Eight-year-old Kyree has Hirschsprung’s disease, which occurs when nerve cells are missing in the muscle of the colon. While the Pennsylvania child waited for an organ transplant, her condition became worse. Her liver was failing, and she’d already been admitted to the hospital because of bleeding.

Kyree’s family was surprised when doctors informed them that a potential donor had been found. At 2 a.m. on Wednesday, November 25, Kyree was rolled into the operating room for a transplant of her liver, small bowels and pancreas. During the transplant, doctors were unable to close her abdomen because of swelling from the new organs. Doctors were finally able to close it on December 1 by using a biosynthetic material to replicate the muscle structure of her abdomen.

Even as Beachem celebrated the transplant they’d waited five years for, a thought lingered in her mind. She knew that organs were woven into Kyree’s small, frail body because another child had died. “I couldn’t wish for that call, because I knew that for us to get that call what had to happen,” Beachem said. “If it was going to happen, it was going to happen. But I couldn’t wish for somebody to lose a child. It wasn’t in my power to wish the transplant call would come.”

Shortly after the surgery, Beachem, who has posted about Kyree’s surgery on Facebook, was shocked and excited to receive a message from another family. After a few questions, “I knew 100%” it was the family of the donor, she said.

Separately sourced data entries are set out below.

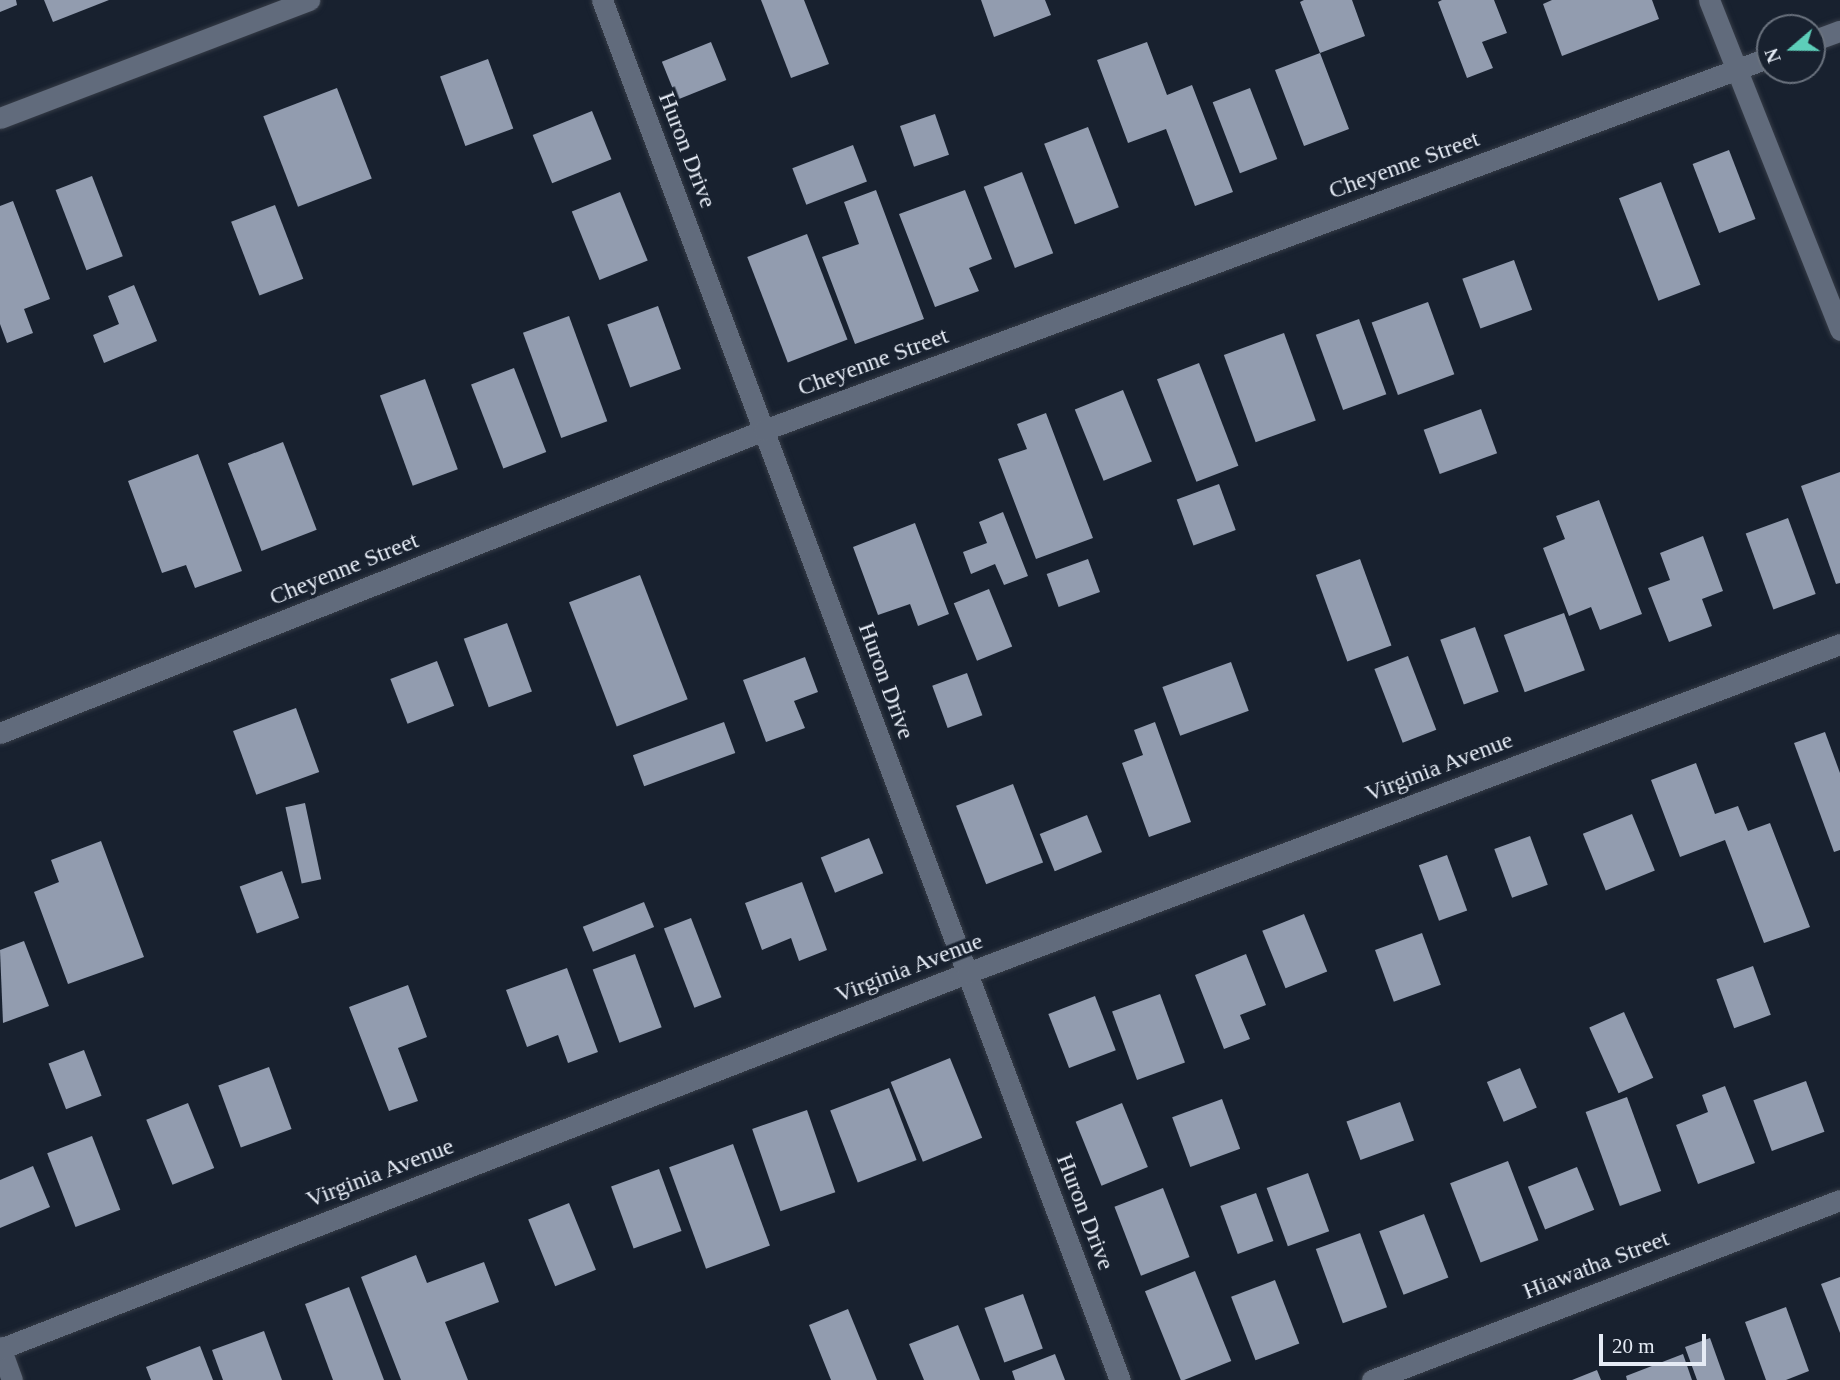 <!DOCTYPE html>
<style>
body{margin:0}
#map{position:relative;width:1840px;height:1380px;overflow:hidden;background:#18212f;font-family:Georgia,serif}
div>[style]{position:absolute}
.building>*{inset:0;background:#929caf;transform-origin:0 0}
.roads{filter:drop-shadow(0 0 2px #363c47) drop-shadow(0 0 2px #363c47)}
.street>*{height:21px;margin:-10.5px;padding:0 10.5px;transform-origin:10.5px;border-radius:10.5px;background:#616b7c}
span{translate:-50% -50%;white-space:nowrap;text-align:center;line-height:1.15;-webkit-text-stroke:7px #18212f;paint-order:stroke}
.street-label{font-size:24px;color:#e5ebf5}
.north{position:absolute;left:1756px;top:14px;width:70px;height:70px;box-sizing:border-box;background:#18212f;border:2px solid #6a727e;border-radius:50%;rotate:250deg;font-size:19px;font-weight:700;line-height:28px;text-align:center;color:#e5ebf5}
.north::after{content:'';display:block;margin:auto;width:24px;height:32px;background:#5dceb9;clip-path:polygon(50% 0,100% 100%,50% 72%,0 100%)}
.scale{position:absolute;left:1599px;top:1334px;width:107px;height:32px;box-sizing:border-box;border:4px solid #e5ebf5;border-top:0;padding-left:9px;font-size:21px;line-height:24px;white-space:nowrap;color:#e5ebf5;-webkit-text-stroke:5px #18212f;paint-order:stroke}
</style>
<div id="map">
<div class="building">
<i style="clip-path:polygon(0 0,16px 0,17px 5px,0 12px)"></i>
<i style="clip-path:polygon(44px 0,109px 0,53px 22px)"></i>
<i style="clip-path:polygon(761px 0,804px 0,829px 64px,791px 78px)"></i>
<i style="clip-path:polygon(981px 0,1045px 0,1051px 15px,994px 37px)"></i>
<i style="clip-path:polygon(1304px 0,1352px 0,1365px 36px,1320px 53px,1349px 129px,1304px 146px,1275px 70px,1320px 53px,1300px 2px)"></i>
<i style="clip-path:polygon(1442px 0,1494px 0,1507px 33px,1482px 42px,1493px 68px,1467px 78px,1438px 2px)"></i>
<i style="clip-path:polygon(1552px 0,1652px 0,1659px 19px,1562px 56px,1543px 4px)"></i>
<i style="left:711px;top:42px;width:41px;height:53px;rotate:68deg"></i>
<i style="clip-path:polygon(1147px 42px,1167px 95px,1192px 85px,1233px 192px,1195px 206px,1166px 129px,1128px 143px,1097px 60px)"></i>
<i style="left:488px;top:59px;width:74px;height:51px;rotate:70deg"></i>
<i style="left:337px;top:88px;width:97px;height:79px;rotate:69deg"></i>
<i style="left:1250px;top:88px;width:76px;height:40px;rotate:69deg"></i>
<i style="left:592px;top:111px;width:52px;height:64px;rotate:68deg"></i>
<i style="left:935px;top:114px;width:43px;height:37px;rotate:71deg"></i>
<i style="left:1088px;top:127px;width:86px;height:47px;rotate:69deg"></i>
<i style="left:853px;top:145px;width:39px;height:65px;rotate:69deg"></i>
<i style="left:1729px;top:150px;width:74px;height:39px;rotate:69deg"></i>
<i style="left:1022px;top:172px;width:87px;height:41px;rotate:69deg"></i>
<i style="left:92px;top:176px;width:86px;height:39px;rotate:69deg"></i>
<i style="left:1661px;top:182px;width:110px;height:45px;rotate:69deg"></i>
<i style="clip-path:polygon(876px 190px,924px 319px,855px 344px,822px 257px,859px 244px,844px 202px)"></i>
<i style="clip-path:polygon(965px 190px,992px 259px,969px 268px,979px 291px,935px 307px,899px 214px)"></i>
<i style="left:620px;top:192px;width:74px;height:52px;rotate:68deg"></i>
<i style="clip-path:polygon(13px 201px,50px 299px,24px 309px,33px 333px,7px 343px,0 324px,0 206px)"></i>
<i style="left:275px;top:205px;width:79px;height:47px;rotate:69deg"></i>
<i style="left:807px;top:234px;width:113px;height:64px;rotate:69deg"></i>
<i style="left:1514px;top:260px;width:53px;height:55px;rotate:70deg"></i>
<i style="clip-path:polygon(134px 285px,157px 341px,104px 363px,93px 335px,119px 324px,108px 296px)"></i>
<i style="left:1428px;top:302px;width:77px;height:60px;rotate:70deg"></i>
<i style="left:658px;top:306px;width:67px;height:54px;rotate:70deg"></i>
<i style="left:569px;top:316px;width:112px;height:49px;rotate:70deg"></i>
<i style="left:1359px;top:319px;width:80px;height:46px;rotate:70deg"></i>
<i style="left:1284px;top:333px;width:93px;height:64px;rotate:70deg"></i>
<i style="left:1199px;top:363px;width:110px;height:45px;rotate:69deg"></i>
<i style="left:514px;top:368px;width:90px;height:46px;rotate:69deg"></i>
<i style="left:425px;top:379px;width:96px;height:48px;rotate:70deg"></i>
<i style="left:1123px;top:390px;width:77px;height:52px;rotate:68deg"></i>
<i style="left:1481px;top:409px;width:47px;height:61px;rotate:70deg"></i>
<i style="clip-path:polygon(1046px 413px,1093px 538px,1036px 559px,998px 459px,1027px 449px,1017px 424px)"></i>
<i style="left:283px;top:442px;width:94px;height:59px;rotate:69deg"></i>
<i style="clip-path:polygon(198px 454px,242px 571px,195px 588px,186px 565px,162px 573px,128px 481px)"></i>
<i style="clip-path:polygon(1840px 472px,1840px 583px,1836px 584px,1801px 486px)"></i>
<i style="left:1219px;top:484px;width:49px;height:45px;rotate:70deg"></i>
<i style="clip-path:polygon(1599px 500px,1642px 614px,1600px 630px,1591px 607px,1569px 616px,1543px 548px,1565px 539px,1556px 516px)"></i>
<i style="clip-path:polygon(1003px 512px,1028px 576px,1004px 585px,995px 564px,971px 574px,963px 552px,987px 543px,979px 522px)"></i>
<i style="left:1788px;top:518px;width:81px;height:45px;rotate:70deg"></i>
<i style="clip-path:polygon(915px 523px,949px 614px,918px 626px,910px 604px,878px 615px,853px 547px)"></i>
<i style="clip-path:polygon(1703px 536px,1723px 591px,1702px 599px,1712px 626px,1669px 642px,1648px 588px,1670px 580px,1660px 553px)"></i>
<i style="left:1088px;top:559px;width:35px;height:44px;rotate:70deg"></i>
<i style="left:1360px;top:559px;width:92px;height:47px;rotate:70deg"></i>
<i style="left:640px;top:575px;width:133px;height:76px;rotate:69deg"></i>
<i style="left:989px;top:589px;width:62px;height:38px;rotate:68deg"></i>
<i style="left:1564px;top:613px;width:61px;height:64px;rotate:70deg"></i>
<i style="left:507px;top:623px;width:73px;height:46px;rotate:70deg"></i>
<i style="left:1475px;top:627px;width:69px;height:37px;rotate:70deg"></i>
<i style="left:1408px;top:656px;width:79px;height:36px;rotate:69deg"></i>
<i style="clip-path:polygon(805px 657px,818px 692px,794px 701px,805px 728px,766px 742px,743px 680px)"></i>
<i style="left:437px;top:661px;width:48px;height:50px;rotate:69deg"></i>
<i style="left:1231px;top:662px;width:52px;height:73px;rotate:70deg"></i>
<i style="left:967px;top:673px;width:45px;height:37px;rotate:70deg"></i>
<i style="left:296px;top:708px;width:68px;height:67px;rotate:70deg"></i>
<i style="left:724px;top:722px;width:33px;height:97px;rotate:70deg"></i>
<i style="clip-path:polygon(1155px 722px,1191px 822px,1149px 837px,1122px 763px,1143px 755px,1134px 730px)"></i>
<i style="clip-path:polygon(1825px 732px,1840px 773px,1840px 850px,1834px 852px,1794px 743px)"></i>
<i style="clip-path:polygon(1696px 763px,1715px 814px,1738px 806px,1748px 831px,1770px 823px,1810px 927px,1764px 943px,1725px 840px,1680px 857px,1651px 780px)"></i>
<i style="left:1013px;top:784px;width:84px;height:61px;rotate:69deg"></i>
<i style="left:305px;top:803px;width:78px;height:20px;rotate:78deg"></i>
<i style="left:1632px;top:814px;width:61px;height:53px;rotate:68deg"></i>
<i style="left:1087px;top:815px;width:40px;height:51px;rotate:68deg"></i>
<i style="left:1530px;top:836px;width:52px;height:38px;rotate:70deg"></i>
<i style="left:869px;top:838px;width:38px;height:52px;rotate:68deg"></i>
<i style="clip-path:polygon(101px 841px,144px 957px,68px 984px,34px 892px,59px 882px,51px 860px)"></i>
<i style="left:1447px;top:855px;width:59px;height:30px;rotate:70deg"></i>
<i style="left:282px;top:871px;width:50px;height:45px;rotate:70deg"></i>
<i style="clip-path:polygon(802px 882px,827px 950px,799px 961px,791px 938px,762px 950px,745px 903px)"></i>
<i style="left:644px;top:902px;width:27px;height:66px;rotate:68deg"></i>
<i style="left:1304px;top:914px;width:62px;height:45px;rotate:68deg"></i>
<i style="left:691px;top:918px;width:85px;height:29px;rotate:69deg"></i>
<i style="left:1422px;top:933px;width:55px;height:50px;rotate:70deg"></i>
<i style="clip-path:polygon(24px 941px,49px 1006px,3px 1023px,0 950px)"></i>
<i style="left:635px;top:954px;width:78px;height:45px;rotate:70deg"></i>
<i style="clip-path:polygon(1246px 954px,1266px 1005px,1240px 1015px,1250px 1039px,1224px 1049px,1195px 975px)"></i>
<i style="left:1753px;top:966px;width:52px;height:39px;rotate:70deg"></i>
<i style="clip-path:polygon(567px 968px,598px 1052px,568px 1063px,558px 1035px,527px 1047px,506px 990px)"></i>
<i style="clip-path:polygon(408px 985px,427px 1037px,398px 1048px,418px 1101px,389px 1111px,349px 1007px)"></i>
<i style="left:1160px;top:994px;width:73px;height:51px;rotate:70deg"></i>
<i style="left:1095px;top:996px;width:58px;height:50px;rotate:69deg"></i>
<i style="left:1624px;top:1012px;width:72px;height:38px;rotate:66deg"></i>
<i style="left:84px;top:1050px;width:49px;height:38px;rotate:69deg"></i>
<i style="left:950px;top:1058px;width:86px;height:64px;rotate:68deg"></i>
<i style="left:269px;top:1067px;width:66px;height:54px;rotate:70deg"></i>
<i style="left:1520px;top:1068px;width:43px;height:36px;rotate:67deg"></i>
<i style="left:1806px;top:1081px;width:54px;height:56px;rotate:70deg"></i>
<i style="clip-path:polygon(1725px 1086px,1755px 1163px,1698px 1184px,1676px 1125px,1708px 1112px,1702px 1095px)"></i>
<i style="left:889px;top:1088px;width:77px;height:63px;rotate:69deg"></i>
<i style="left:1627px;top:1097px;width:100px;height:44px;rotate:70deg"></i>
<i style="left:1222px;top:1099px;width:53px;height:53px;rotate:70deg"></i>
<i style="left:1400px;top:1102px;width:41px;height:57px;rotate:70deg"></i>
<i style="left:188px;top:1103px;width:70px;height:45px;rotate:68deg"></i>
<i style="left:1122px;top:1103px;width:69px;height:50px;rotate:68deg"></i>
<i style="left:807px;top:1110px;width:87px;height:58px;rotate:71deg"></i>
<i style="left:92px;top:1136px;width:79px;height:48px;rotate:69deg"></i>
<i style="left:733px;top:1144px;width:108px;height:68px;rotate:70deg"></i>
<i style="left:1508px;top:1161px;width:85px;height:62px;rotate:69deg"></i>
<i style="clip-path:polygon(33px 1166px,50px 1207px,0 1228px,0 1180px)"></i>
<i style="left:1577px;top:1167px;width:46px;height:53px;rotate:68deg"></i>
<i style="left:659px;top:1169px;width:66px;height:51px;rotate:70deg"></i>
<i style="left:1308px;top:1173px;width:62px;height:44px;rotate:70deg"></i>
<i style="left:1163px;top:1188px;width:74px;height:52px;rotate:69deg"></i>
<i style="left:1256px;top:1193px;width:51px;height:38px;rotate:70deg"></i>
<i style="left:569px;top:1203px;width:72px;height:44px;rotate:68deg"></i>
<i style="left:1424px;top:1214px;width:68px;height:48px;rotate:69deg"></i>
<i style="left:1360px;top:1233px;width:79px;height:47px;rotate:70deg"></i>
<i style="clip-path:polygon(416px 1255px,427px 1283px,484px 1262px,499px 1302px,445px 1322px,468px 1380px,401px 1380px,361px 1277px)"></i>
<i style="left:1195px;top:1271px;width:97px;height:54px;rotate:68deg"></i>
<i style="clip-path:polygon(1840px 1277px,1840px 1333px,1821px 1284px)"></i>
<i style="left:1275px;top:1280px;width:68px;height:47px;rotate:69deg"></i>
<i style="clip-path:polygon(349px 1287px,384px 1380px,333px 1380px,305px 1304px)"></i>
<i style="left:1023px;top:1294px;width:58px;height:41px;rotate:70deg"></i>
<i style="clip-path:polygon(1786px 1307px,1809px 1371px,1786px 1380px,1766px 1380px,1745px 1322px)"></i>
<i style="clip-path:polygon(848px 1309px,877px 1380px,831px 1380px,809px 1325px)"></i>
<i style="clip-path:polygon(958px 1325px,980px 1380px,924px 1380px,909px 1344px)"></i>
<i style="clip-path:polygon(264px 1331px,282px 1380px,223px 1380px,212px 1350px)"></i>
<i style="clip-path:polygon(1710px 1338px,1725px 1380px,1697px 1380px,1685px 1347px)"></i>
<i style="clip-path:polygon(200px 1346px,213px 1380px,151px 1380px,146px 1367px)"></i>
<i style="clip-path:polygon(1055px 1354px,1065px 1380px,1015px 1380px,1012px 1371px)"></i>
<i style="clip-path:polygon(1683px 1354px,1692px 1380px,1627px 1380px,1626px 1376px)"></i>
<i style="clip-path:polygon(1597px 1370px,1601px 1380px,1572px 1380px)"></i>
</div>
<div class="roads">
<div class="street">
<i style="left:602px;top:0;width:1474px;rotate:69.43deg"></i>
<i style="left:1709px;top:0;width:355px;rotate:68.3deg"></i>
<i style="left:1812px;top:41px;width:30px;rotate:-20deg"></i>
<i style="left:0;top:118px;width:331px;rotate:-20.9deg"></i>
<i style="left:0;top:733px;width:822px;rotate:-21.63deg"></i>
<i style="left:764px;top:430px;width:1073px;rotate:-20.34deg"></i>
<i style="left:0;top:1347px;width:35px;rotate:70deg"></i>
<i style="left:0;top:1349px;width:1038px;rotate:-21.25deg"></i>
<i style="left:967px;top:973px;width:933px;rotate:-20.65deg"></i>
<i style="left:1372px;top:1380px;width:501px;rotate:-21.04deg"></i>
</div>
</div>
<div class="street-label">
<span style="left:687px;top:150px;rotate:69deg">Huron Drive</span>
<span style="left:1404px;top:165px;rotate:-20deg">Cheyenne Street</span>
<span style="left:873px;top:362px;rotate:-20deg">Cheyenne Street</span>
<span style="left:344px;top:569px;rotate:-22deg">Cheyenne Street</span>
<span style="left:886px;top:681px;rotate:70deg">Huron Drive</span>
<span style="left:1439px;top:767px;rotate:-21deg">Virginia Avenue</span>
<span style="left:909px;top:968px;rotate:-21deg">Virginia Avenue</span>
<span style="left:380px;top:1173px;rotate:-21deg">Virginia Avenue</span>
<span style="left:1085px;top:1212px;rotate:69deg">Huron Drive</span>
<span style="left:1596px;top:1265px;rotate:-21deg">Hiawatha Street</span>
</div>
<div class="north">N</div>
<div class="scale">20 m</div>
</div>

A connection between mothers

In Lancaster, Pennsylvania, the family of Arianna Morales grieved over the death of the 5-year-old child at Penn State Hershey Children’s Hospital. Arianna had lobar holoprosencephaly, a condition that keeps the brain from fully developing. Arianna had seizures and was able to say only a few words, but she expressed many of her emotions through her eyes and smiles. Before she passed away, Arianna was making strides in physical therapy, including gaining strength to stand and walk. Her death was sudden and due to an illness, said Evelyn Morales, Arianna’s mother.

“We are going to miss her because our whole lives revolved around Arianna. … But we are really happy that she was able to save some lives and that she is going to live on that way,” Morales said. Four children, including Kyree, can live because of Arianna’s organs, Morales said; her heart and kidneys were also donated.